What 100x Wellbore Resolution Actually Shows You

What 100x wellbore resolution actually means: more calculation points, sharper side load peaks, resolved stress concentrations, and guide placement you can act on.

5 min read

"100x wellbore resolution" sounds like a marketing number. It's not. It's a specific change in how many points along the wellbore the solver uses to calculate forces on your rod string - and it changes what you see in side load output, stress profiles, and guide placement recommendations. Here's what it actually means in terms of simulation output.

The math

Take a 6,000-ft deviated well. The step length is the distance between calculation points - locations where the solver explicitly computes axial load, lateral force, stress, and rod-tubing contact.

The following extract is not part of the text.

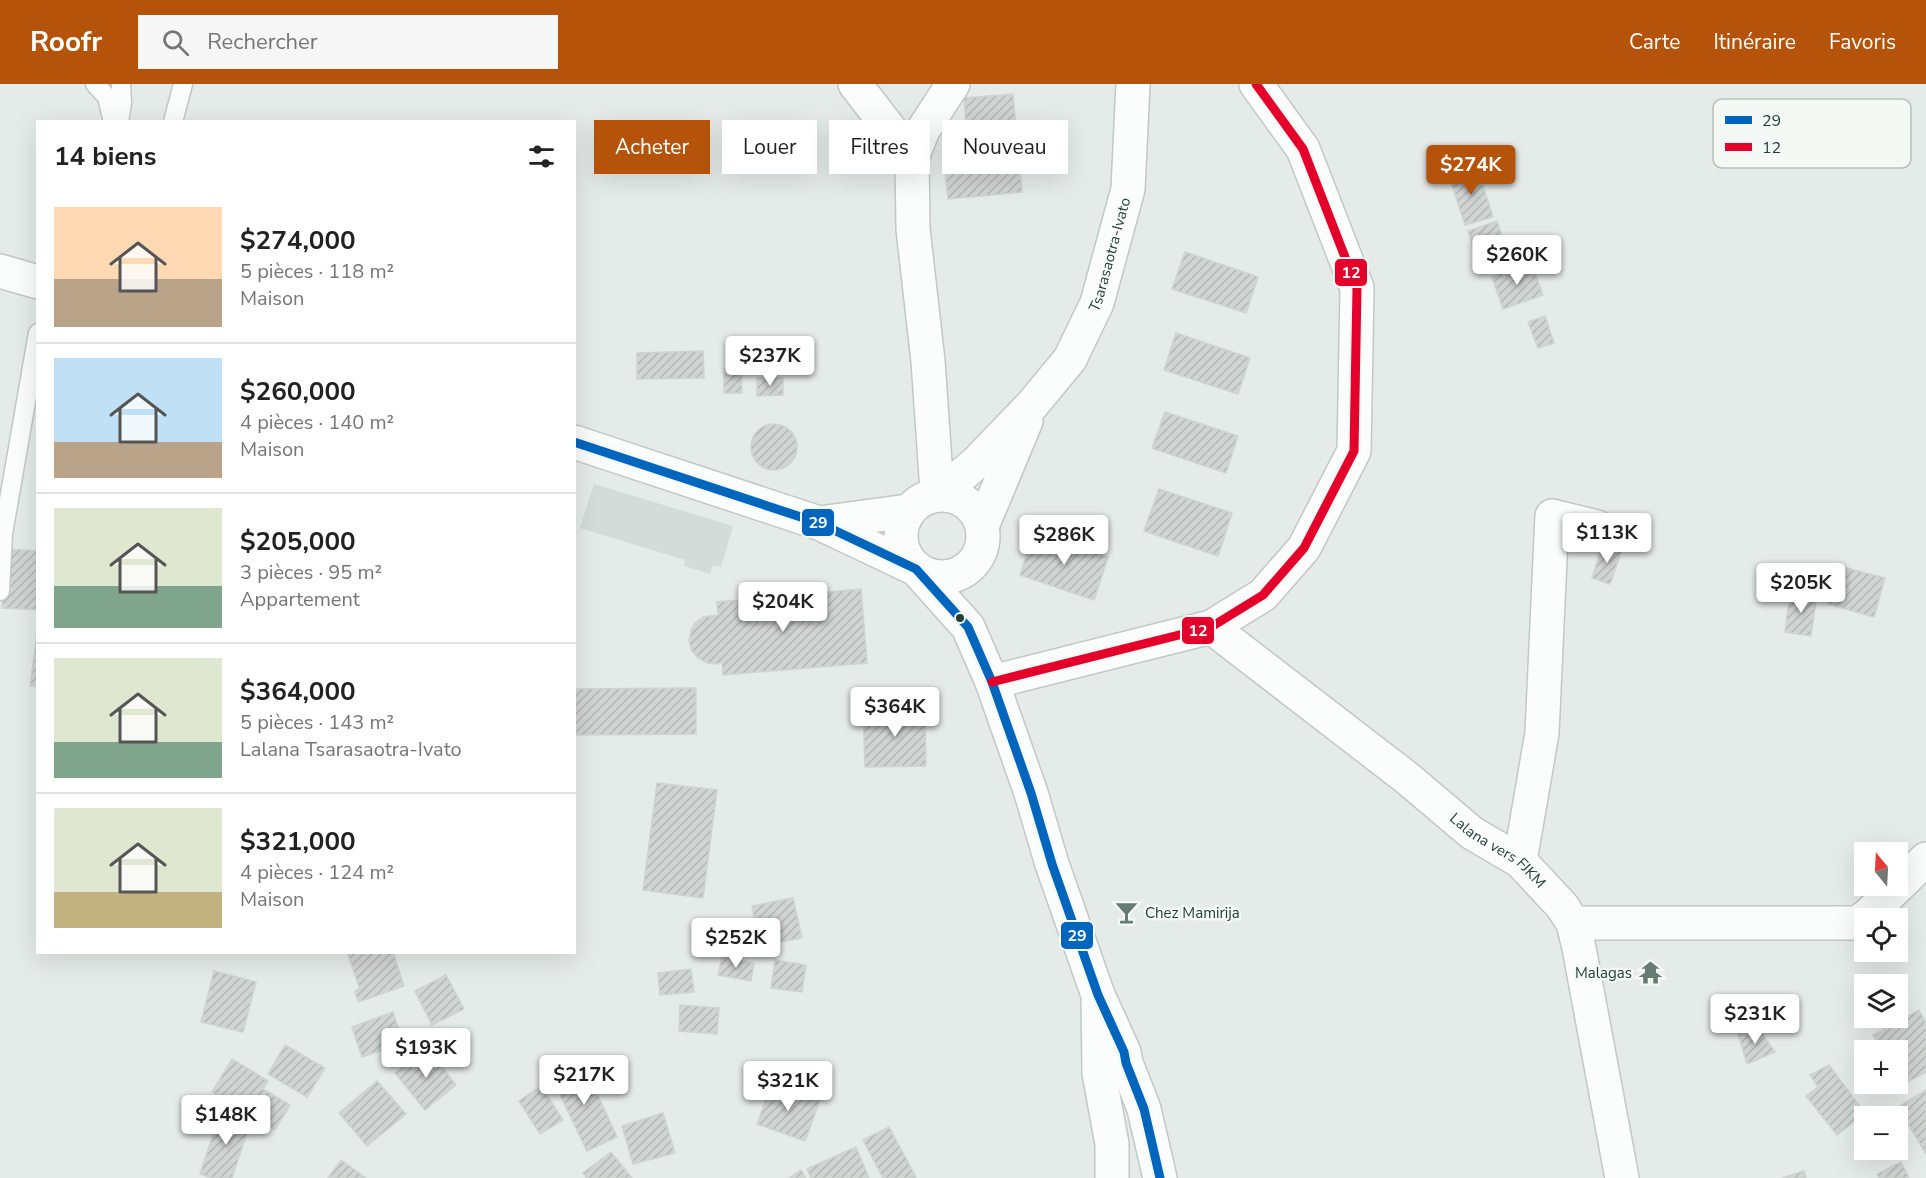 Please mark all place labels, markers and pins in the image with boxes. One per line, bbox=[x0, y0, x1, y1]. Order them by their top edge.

  • 50-ft steps: 120 calculation points along the string
  • 10-ft steps: 600 calculation points
  • 5-ft steps: 1,200 calculation points

That's the "100x" number. Going from 50-ft to 5-ft steps doesn't change the physics engine. It changes how many locations the engine evaluates. More points means the solver sees the actual wellbore geometry instead of a smoothed-out approximation of it.

What changes in side load output

At coarse resolution, side loads look like broad humps. You can see that lateral force increases somewhere in a general zone, but the shape is soft and the peaks are averaged down. At 50-ft steps, a side load peak that should read 280 lbs at a specific dogleg might show up as 180 lbs spread across a wider interval. It stays below your 200-lb guide threshold. The well looks clean.

At fine resolution, those humps resolve into sharp peaks at specific measured depths. The same well now shows two or three distinct zones where lateral force crosses the guide threshold. Those peaks are where your rod contacts tubing and where your rod fails. The humps just told you "somewhere around here."

We see this constantly in support conversations. An engineer runs a well at the default step length, sees no guide recommendations, and moves on. Same well at 10-ft steps shows three contact points that need protection. The physics didn't change - the visibility did.

What changes in stress profiles

Stress concentrations live at doglegs. A 2-degree/100-ft dogleg in a 7,500-ft well creates a localized stress riser that might span 20-30 ft of measured depth. At 50-ft steps, the solver evaluates one point on either side of that dogleg and interpolates through it. The stress concentration gets smeared out, and the peak value drops.

At 10-ft steps, the solver places multiple evaluation points through the dogleg itself. The actual peak stress resolves. A section that looked safely below the modified Goodman limit at coarse resolution might be above it at fine resolution - not because the stress changed, but because you're finally measuring it where it actually occurs.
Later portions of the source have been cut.